I continued to puff on my cigar as he began to pace in front of the glass wall.
“My problem? My problem is my MVP for the last four years is on real thin ice.”

“Mickey warned me already I sensed it, you would never fire me. My contract would be bought out in a heartbeat by any other team.”
He looked toward me and scoffed at my remark. “No they wouldn’t. No coach in their right mind would ever hire someone as ungrateful, and arrogant, as you are, Collin.”

I got extremely angry and threw my cigar at the window.

“I am the only reason! The only reason Rayden won the gold tonight! Your pitiful team is nothing! They are nothing without me!”
Cado stepped towards me and stomped on my burning cigar. “I can’t wait to prove you wrong, you little punk! I was going to give you a chance to redeem yourself!”

“What the hell is that supposed to mean? Do you think that you’re some kind of god over me? YOU ARE NOBODY!”

He got in my face and pushed me back. “That’s it! You are done! I’ve been waiting a long time for an excuse to kick your ass off my team and back out into the slums where I found you!”

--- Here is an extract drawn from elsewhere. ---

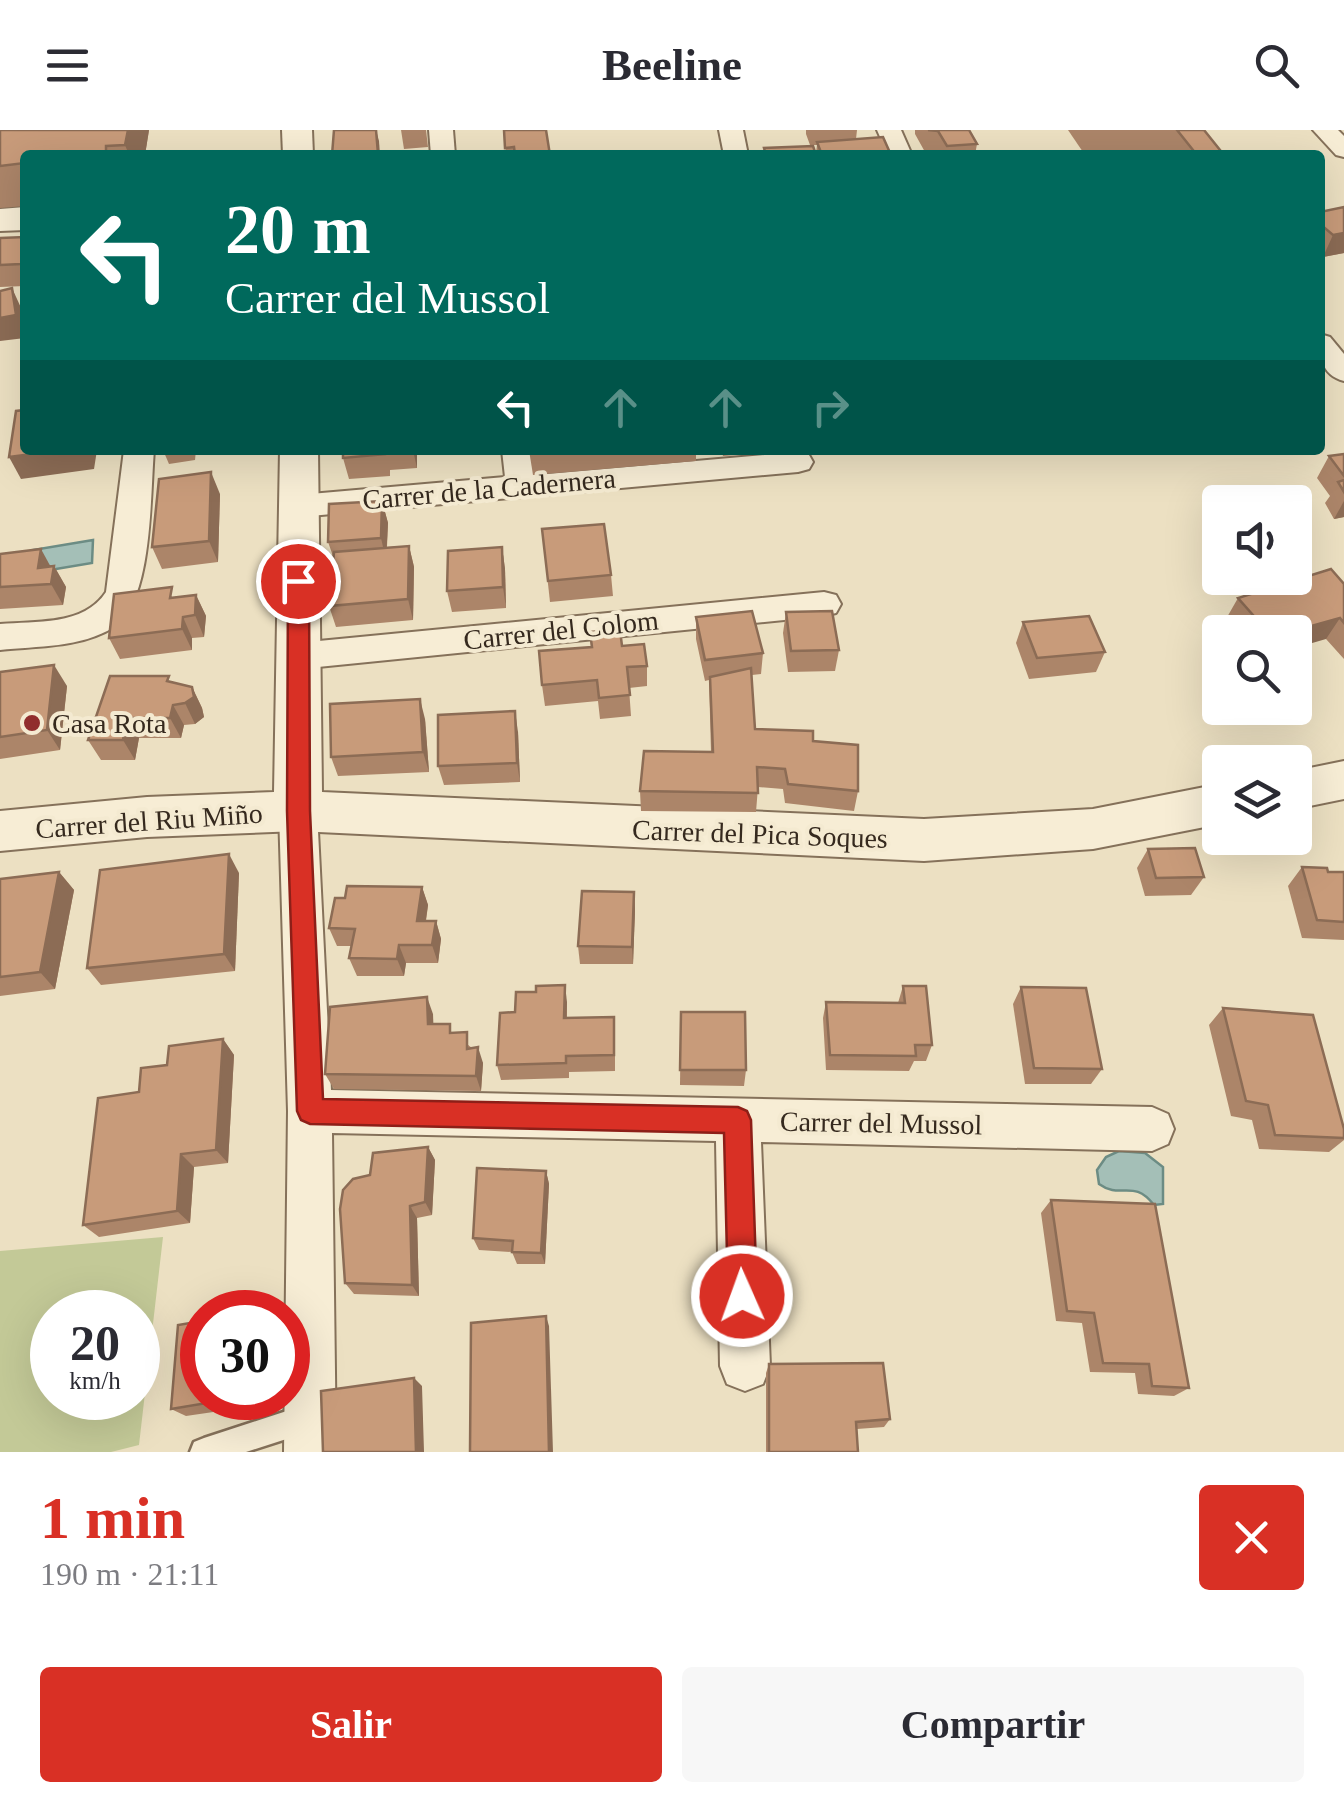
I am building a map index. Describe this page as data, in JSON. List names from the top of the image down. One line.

Then I hit him. Hooked him in the jaw and he collapsed to his knees.

“Why, Coach? Why are you doing this to me?”

“Quit your damned whining, you brat.” He spit out blood and continued to rub his jaw, still wearing that straight look on his rugged face.

“Living in the stars has destroyed the compassion you used to have. Gravityball ain’t what it used to be. Collin, I thought you were to be the light that would guide us Raydenites out of the darkness. You’re too selfish; you are projecting that image to all of the collectives in Eden. I cannot have that.”

“I never wanted any of that! All I wanted to do was play gravball! I never expected to be the Raydenites’ golden boy.”

Cado smiled and began to chuckle under his breath. “Stupid boy. You don’t even know, do you?”

“Know what, Coach?”

“I was trying to protect you. Because you are special, you are very special, Collin.”

“What the hell are you talking about?”

“You are—”

In an instant he was gone. A projectile struck the giant glass wall and the change in pressure began pulling everything out into space. The room became completely unstable and it took every ounce of my strength to hold onto something. The wind was incredible due to the oxygen being vacuumed into the void, and I began to suffocate.

The pressure-stabilizing iron shutters were too slow.

Mickey, previously eavesdropping on our conversation, managed to burst into the room and pull me back into the hallway before the intense pressure sucked me out into space. It was so silent, and through the hole in the terrace I could see the curvature of Minerva, where an ocean of ironclad warships was converging beyond the blood-red horizon.

We had all heard the rumors: “Arcoh the Eminent will purge all of the Outlander civilizations, starting with the Raydenites, the most sinful and decadent race of humanity.” We just wanted to be different, that was all. The kingdom, led by their all-powerful leader, did not see it so. He wanted to repeat history, revive war and destruction; because destruction, to Arcoh, was the only path we had left to creation.